The Police Service Commission has declared as genuine, the retirement letter issued to the Senate Committee Chairman on Navy, Senator Isah Misau.
The special panel set up by the commission found that the letter was issued by the department of recruitment and that it followed due process.
The Head, Press and Public Relations of the commission, Ikechukwu Ani, confirmed to our correspondent on Wednesday that Misau’s name was listed among 111 others who retired from the force in 2010.
Misau, who is engaged in a running battle with the police, had presented a retirement letter dated March 5,2014 signed by a retired official, Mrs. Garos Logam, on behalf of the Permanent Secretary, Police Service Commission.
His problem with the police started when he alleged that policemen paid bribes for special promotion.

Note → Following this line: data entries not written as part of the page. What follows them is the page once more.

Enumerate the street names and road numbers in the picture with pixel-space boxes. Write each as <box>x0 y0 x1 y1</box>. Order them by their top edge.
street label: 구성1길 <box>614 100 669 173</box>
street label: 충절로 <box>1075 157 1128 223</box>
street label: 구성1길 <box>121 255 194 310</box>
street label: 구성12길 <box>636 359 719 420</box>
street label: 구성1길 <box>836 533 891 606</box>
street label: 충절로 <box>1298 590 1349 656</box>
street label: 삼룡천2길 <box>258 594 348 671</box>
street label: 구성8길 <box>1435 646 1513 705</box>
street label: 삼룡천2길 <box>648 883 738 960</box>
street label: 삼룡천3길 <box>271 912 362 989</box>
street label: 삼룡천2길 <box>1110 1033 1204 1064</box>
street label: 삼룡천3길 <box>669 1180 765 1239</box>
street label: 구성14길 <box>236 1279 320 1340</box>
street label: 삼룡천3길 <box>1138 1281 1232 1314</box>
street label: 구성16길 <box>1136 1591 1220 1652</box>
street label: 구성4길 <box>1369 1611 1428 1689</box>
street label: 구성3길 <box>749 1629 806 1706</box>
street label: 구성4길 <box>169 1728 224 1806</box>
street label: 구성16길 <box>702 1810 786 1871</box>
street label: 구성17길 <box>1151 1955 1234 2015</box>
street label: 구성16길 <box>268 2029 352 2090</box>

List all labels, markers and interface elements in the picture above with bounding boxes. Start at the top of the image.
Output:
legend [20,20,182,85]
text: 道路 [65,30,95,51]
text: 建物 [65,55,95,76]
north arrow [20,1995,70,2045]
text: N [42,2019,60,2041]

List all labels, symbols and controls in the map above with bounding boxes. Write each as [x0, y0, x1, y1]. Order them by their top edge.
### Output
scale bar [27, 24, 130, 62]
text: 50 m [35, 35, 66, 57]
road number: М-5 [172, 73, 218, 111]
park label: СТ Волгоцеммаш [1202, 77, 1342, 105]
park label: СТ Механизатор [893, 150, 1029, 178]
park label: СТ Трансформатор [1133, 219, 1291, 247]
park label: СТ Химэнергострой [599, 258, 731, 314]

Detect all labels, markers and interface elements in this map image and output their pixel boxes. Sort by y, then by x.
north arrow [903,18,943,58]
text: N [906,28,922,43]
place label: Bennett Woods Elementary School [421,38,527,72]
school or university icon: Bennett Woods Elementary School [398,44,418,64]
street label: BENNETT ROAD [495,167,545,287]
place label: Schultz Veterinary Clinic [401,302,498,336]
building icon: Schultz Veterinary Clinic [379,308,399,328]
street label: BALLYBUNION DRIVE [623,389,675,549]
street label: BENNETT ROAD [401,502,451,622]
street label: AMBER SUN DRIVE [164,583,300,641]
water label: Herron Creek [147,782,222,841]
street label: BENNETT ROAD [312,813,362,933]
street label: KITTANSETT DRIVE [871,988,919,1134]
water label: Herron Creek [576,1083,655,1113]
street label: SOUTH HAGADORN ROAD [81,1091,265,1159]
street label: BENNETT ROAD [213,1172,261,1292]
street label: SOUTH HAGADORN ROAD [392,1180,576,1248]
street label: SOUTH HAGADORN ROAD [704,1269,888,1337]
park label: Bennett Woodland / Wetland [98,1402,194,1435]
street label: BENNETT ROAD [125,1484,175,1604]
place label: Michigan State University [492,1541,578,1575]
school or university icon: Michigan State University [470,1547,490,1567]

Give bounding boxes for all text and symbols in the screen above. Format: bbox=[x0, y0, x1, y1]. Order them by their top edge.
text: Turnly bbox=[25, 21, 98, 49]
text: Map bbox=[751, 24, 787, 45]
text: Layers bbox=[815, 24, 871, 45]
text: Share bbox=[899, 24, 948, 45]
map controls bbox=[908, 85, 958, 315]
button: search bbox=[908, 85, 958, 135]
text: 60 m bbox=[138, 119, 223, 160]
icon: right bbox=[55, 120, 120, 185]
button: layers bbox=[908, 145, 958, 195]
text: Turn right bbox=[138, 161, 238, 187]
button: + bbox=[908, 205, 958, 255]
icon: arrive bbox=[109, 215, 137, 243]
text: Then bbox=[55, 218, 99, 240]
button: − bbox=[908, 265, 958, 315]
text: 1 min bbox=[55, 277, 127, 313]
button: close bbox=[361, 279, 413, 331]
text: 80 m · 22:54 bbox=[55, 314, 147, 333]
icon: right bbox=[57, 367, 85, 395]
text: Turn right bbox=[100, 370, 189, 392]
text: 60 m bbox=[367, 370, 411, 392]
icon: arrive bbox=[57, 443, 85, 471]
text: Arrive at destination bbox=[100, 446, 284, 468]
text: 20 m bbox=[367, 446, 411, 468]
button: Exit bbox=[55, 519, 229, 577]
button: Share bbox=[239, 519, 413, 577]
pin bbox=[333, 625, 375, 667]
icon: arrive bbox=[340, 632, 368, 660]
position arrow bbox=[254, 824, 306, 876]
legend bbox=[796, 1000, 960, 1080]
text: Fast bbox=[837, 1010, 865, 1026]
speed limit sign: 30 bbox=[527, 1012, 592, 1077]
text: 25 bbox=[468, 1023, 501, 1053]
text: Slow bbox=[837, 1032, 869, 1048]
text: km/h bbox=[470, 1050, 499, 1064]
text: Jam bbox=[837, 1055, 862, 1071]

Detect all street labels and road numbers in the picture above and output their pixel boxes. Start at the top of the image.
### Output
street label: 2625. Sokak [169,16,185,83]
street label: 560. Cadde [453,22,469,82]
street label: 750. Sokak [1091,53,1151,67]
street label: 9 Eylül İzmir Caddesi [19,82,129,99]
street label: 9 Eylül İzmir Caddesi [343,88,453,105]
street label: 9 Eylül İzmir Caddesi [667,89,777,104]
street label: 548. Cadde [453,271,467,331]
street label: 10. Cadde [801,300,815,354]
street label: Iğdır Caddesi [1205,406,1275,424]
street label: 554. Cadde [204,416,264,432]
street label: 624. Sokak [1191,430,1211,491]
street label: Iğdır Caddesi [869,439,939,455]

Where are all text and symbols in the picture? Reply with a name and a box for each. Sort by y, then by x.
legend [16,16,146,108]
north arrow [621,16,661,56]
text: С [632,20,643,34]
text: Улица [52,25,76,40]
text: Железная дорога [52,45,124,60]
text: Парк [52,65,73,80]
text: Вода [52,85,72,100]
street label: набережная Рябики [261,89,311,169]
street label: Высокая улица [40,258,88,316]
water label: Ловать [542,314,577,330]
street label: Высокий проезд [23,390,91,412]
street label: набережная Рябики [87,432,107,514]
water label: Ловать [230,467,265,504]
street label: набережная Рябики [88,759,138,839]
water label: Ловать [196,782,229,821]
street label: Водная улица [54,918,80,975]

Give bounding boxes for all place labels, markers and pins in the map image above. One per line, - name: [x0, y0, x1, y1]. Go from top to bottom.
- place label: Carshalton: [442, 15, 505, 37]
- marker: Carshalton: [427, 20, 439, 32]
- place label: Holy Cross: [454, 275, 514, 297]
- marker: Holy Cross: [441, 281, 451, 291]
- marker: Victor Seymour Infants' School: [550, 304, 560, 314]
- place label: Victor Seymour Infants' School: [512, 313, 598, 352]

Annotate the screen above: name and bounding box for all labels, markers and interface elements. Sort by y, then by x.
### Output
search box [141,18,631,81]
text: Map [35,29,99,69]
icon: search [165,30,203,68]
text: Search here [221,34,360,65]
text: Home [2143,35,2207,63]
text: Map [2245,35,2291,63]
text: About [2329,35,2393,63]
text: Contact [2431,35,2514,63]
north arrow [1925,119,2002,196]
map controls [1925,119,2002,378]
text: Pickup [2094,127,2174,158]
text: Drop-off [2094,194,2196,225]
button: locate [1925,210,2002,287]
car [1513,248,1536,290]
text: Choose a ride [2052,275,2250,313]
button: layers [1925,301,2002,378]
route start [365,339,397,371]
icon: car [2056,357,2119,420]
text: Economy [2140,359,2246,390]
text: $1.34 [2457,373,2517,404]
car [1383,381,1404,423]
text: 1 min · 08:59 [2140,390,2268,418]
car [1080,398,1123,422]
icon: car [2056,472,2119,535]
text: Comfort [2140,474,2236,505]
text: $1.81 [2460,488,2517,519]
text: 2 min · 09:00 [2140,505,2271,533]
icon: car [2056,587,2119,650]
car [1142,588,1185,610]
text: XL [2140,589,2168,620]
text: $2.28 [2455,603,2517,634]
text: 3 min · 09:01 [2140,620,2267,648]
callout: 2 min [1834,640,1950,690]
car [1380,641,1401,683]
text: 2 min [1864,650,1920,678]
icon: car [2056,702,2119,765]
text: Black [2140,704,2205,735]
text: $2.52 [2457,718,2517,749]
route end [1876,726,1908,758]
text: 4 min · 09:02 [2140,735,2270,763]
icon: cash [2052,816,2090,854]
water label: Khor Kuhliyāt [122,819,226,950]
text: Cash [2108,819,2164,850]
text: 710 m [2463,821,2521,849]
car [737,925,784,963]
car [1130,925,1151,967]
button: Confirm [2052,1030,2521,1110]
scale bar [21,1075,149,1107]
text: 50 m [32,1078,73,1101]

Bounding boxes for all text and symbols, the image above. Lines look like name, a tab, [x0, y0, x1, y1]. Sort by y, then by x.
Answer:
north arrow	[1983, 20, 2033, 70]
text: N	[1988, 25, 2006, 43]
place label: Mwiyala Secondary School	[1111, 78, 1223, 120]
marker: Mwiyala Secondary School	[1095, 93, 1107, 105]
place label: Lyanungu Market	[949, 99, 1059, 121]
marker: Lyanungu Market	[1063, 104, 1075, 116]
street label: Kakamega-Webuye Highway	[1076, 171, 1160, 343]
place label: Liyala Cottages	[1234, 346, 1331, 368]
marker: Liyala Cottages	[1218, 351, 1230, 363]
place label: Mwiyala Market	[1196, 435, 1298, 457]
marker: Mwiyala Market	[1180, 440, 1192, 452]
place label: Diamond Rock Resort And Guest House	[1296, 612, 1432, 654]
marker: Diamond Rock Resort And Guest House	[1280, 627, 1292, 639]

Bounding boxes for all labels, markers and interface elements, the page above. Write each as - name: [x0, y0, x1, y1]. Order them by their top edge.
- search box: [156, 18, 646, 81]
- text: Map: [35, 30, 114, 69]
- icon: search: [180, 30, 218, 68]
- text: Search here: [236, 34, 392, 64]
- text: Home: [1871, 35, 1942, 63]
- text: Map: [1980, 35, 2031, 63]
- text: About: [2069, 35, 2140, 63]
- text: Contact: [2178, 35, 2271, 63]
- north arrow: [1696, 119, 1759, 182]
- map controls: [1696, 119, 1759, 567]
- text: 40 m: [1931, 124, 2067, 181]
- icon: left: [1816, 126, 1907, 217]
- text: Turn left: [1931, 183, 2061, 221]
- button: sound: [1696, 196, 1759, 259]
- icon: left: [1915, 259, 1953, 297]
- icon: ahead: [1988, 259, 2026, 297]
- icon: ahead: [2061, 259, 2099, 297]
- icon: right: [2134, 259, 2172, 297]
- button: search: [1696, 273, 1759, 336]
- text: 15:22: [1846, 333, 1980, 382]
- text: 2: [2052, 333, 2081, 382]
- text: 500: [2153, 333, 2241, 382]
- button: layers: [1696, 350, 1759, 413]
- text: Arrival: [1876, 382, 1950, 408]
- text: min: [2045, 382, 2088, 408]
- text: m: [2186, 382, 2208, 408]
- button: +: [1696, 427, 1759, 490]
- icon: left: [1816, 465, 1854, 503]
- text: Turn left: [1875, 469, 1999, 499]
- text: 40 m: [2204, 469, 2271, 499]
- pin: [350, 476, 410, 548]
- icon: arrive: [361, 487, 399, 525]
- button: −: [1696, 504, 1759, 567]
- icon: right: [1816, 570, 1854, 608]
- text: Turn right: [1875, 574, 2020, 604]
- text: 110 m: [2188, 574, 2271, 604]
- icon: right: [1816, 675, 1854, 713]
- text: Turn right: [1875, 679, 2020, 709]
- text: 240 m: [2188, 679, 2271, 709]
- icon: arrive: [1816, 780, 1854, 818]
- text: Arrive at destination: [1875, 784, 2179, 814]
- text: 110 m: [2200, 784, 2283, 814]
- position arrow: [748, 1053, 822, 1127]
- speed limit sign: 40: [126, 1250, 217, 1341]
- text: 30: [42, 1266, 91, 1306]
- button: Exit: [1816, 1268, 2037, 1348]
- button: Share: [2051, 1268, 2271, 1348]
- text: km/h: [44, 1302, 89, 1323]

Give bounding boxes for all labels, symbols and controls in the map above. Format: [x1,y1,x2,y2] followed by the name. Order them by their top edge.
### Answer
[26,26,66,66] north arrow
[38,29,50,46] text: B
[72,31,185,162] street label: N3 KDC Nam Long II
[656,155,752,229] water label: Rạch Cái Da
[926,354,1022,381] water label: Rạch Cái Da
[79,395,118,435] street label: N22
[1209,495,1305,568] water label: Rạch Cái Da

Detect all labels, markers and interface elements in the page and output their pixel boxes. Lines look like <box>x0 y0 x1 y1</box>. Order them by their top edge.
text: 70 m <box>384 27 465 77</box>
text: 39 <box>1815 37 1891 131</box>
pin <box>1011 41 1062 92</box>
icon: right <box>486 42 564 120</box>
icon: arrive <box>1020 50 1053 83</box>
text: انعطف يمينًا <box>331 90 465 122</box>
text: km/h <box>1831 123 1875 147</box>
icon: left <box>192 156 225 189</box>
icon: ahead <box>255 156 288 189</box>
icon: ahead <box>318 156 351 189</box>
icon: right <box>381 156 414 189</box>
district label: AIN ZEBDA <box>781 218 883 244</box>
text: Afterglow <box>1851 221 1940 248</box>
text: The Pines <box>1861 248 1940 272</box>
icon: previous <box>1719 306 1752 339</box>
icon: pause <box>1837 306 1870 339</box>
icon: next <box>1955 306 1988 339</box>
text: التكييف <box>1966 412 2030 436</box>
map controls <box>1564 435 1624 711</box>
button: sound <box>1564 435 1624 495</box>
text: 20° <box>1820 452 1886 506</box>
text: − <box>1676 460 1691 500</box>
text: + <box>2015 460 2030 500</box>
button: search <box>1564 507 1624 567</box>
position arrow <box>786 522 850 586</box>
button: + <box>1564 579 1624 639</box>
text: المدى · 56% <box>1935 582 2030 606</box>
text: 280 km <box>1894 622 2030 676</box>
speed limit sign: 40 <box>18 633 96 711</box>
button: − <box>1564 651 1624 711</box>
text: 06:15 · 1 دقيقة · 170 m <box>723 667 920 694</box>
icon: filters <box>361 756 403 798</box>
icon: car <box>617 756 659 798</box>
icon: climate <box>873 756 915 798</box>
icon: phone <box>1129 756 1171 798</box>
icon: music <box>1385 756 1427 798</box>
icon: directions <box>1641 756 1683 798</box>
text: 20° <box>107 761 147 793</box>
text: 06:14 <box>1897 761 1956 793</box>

The senator followed this with another allegation that the Inspector-General of Police, Ibrahim Idris, was pocketing N120bn annually as payment for special security services rendered by the police to corporate organisations and Very Important Persons.
Stung by these accusations, the police declared the ex-DSP a deserter, saying his retirement letter was forged.
The special panel headed by a retired Supreme Court justice, Justice Olufunlola Adekeye, had last week invited the senator for authentication of his document but he snubbed the summons.
Ani stated that the commission had found that Misau’s retirement letter was genuine, noting that it was issued following a recommendation from the force headquarters.
He said, “The letter was based on the recommendation from the force headquarters because they normally send recommendations on retiring police officers.
“So, the recommendation came and based on it, the commission issued a letter with reference number PSC/1034/Vol. 8/244 to Misau. We issued the letter and it followed due process.”
Findings revealed that Misau’s retirement was to take effect from December 1, 2010.
Our correspondent learnt that investigators found some discrepancies in the senator’s retirement letter, but sources in the commission explained that the alleged inconsistencies did not diminish the authenticity of the document.
It was learnt that Misau was number 16 on the list of 111 retiring police officers whose names were forwarded to the commission by the force headquarters for issuance of retirement letters.
A source explained, “The letter from the force headquarters got to the chairman’s office on February 28, 2014 and the same day, the files of all the concerned officers were moved to the department of recruitment which started processing the retirement letters with the files of the officers because they (files)must be checked to ensure that the retiring officers have no pending issues.”